Errado Pr. Silas! O contexto de 1Co 15.58 em nenhum momento é formalizado um contrato de trabalho entre nós e Deus com promessa de honorários financeiros, muito pelo contrário, fala da esperança que os Coríntios deveriam ter no dia da ressurreição para continuarem perseverando na fé, mesmo sob ensinos falsos e várias tentações, sabendo que os esforços para o serviço à Deus nunca será em vão (veja Is 65:17-25).
Segue o contexto direto da passagem em questão: “Isto afirmo, irmãos, que a carne e o sangue não podem herdar o reino de Deus, nem a corrupção herdar a incorrupção. Eis que vos digo um mistério: nem todos dormiremos, mas transformados seremos todos, num momento, num abrir e fechar de olhos, ao ressoar da última trombeta. A trombeta soará, os mortos ressuscitarão incorruptíveis, e nós seremos transformados. Porque é necessário que este corpo corruptível se revista da incorruptibilidade, e que o corpo mortal se revista da imortalidade. E, quando este corpo corruptível se revestir de incorruptibilidade, e o que é mortal se revestir de imortalidade, então, se cumprirá a palavra que está escrita: Tragada foi a morte pela vitória. Onde está, ó morte, a tua vitória? Onde está, ó morte, o teu aguilhão? O aguilhão da morte é o pecado, e a força do pecado é a lei. Graças a Deus, que nos dá a vitória por intermédio de nosso Senhor Jesus Cristo. Portanto, meus amados irmãos, sede firmes, inabaláveis e sempre abundantes na obra do Senhor, sabendo que, no Senhor, o vosso trabalho não é vão.” [1Co 15.50-58, ACF, negrito meu].

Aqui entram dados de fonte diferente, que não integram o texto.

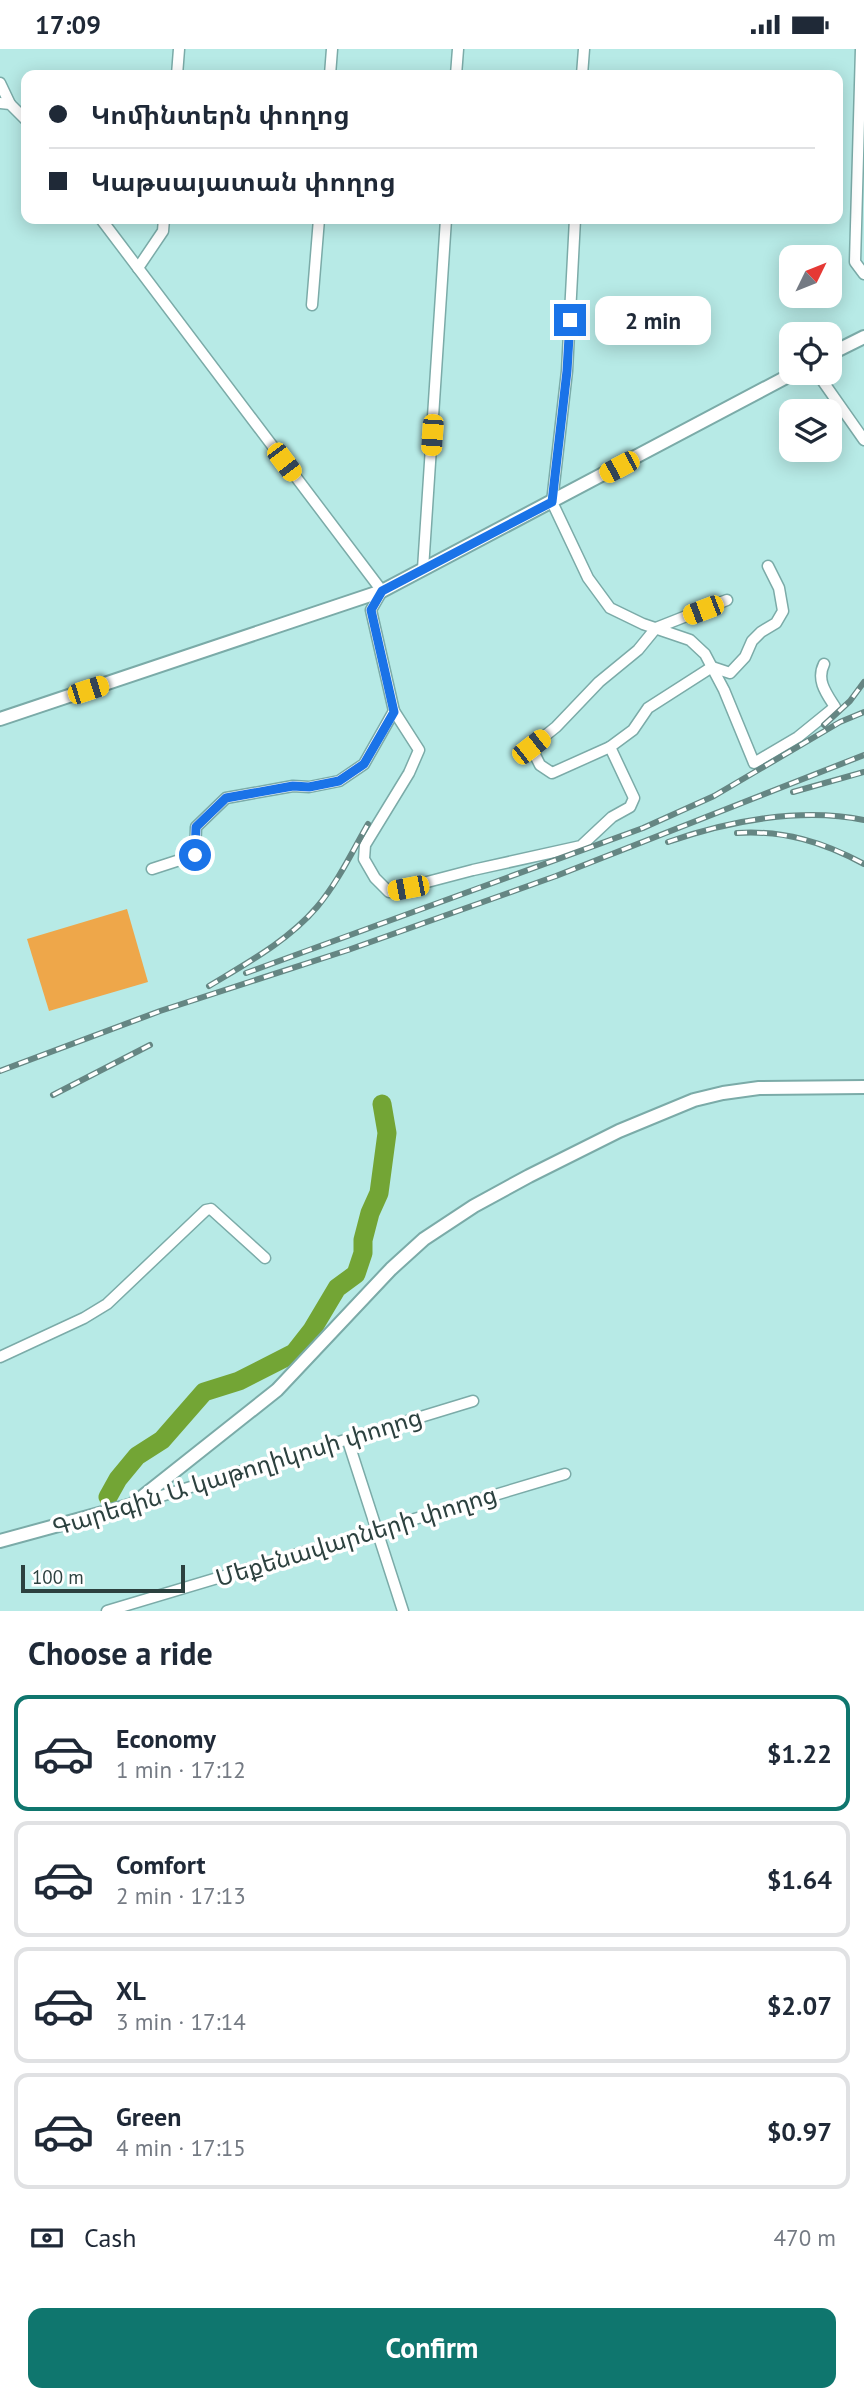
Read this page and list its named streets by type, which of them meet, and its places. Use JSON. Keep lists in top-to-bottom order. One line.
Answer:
{"streets":{"street":["Գարեգին Ա կաթողիկոսի փողոց","Մեքենավարների փողոց"]},"scale_bar":"100 m","north":"top right","page":{"status":"17:09","banner":["Կոմինտերն փողոց","Կաթսայատան փողոց"],"bubble":"2 min","scale":"100 m","heading":"Choose a ride","list":[{"name":"Economy","note":"1 min · 17:12","value":"$1.22"},{"name":"Comfort","note":"2 min · 17:13","value":"$1.64"},{"name":"XL","note":"3 min · 17:14","value":"$2.07"},{"name":"Green","note":"4 min · 17:15","value":"$0.97"}],"pay":["Cash","470 m"],"buttons":"Confirm"}}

E sobre Jeremias 21.14, veja o que diz: “Eu vos castigarei segundo o fruto das vossas ações, diz o SENHOR; e acenderei o fogo no seu bosque, que consumirá a tudo o que está em redor dela.” (ACF) O texto fala de castigo e não de recompensa financeira! Que distorção bíblica grosseira Pastor Silas!

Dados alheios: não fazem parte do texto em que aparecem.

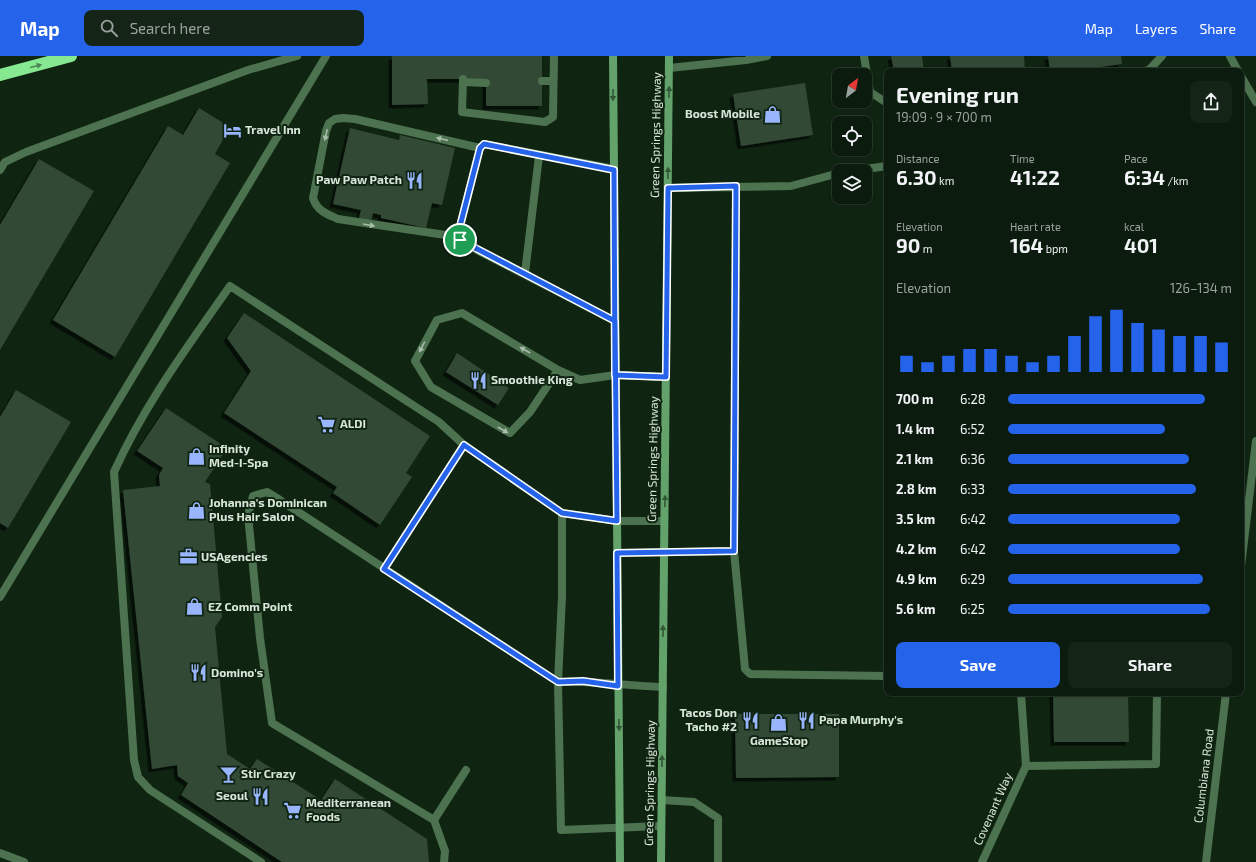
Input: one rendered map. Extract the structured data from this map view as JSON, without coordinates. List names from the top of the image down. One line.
{"streets":{"main road":["Green Springs Highway"],"street":["Columbiana Road","Covenant Way"]},"places":{"shop":["Boost Mobile","Infinity Med-I-Spa","Johanna's Dominican Plus Hair Salon","EZ Comm Point","GameStop"],"hotel":["Travel Inn"],"restaurant":["Paw Paw Patch","Smoothie King","Domino's","Tacos Don Tacho #2","Papa Murphy's","Seoul"],"supermarket":["ALDI","Mediterranean Foods"],"office":["USAgencies"],"bar":["Stir Crazy"]},"north":"top right","page":{"header":"Map","search":"Search here","nav":["Map","Layers","Share"],"heading":["Evening run","19:09 · 9 × 700 m"],"stats":[["Distance","6.30 km"],["Time","41:22"],["Pace","6:34 /km"],["Elevation","90 m"],["Heart rate","164 bpm"],["kcal","401"]],"chart":["Elevation","126–134 m"],"list":[{"name":"700 m","note":"6:28"},{"name":"1.4 km","note":"6:52"},{"name":"2.1 km","note":"6:36"},{"name":"2.8 km","note":"6:33"},{"name":"3.5 km","note":"6:42"},{"name":"4.2 km","note":"6:42"},{"name":"4.9 km","note":"6:29"},{"name":"5.6 km","note":"6:25"}],"buttons":["Save","Share"]}}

Dando continuidade na análise do vídeo, Silas agora discorre para os resultados na vida de um ofertante. Logo de cara ele afirma que “Deus trabalha com a lei da recompensa”. Para tal afirmativa, ainda divide esta lei em “5 leis que funcionam na vida de um ofertante”. Chamo a atenção para algo gravíssimo: colocar a condição de lei para Deus é neutralizar a onisciência Dele! É afirmar que Deus trabalha somente em troca do nosso dinheiro! Afinal, se temos que cumprir esta lei, Deus também tem o dever de cumpri-la. Estaria Deus amarrado em uma condição humana?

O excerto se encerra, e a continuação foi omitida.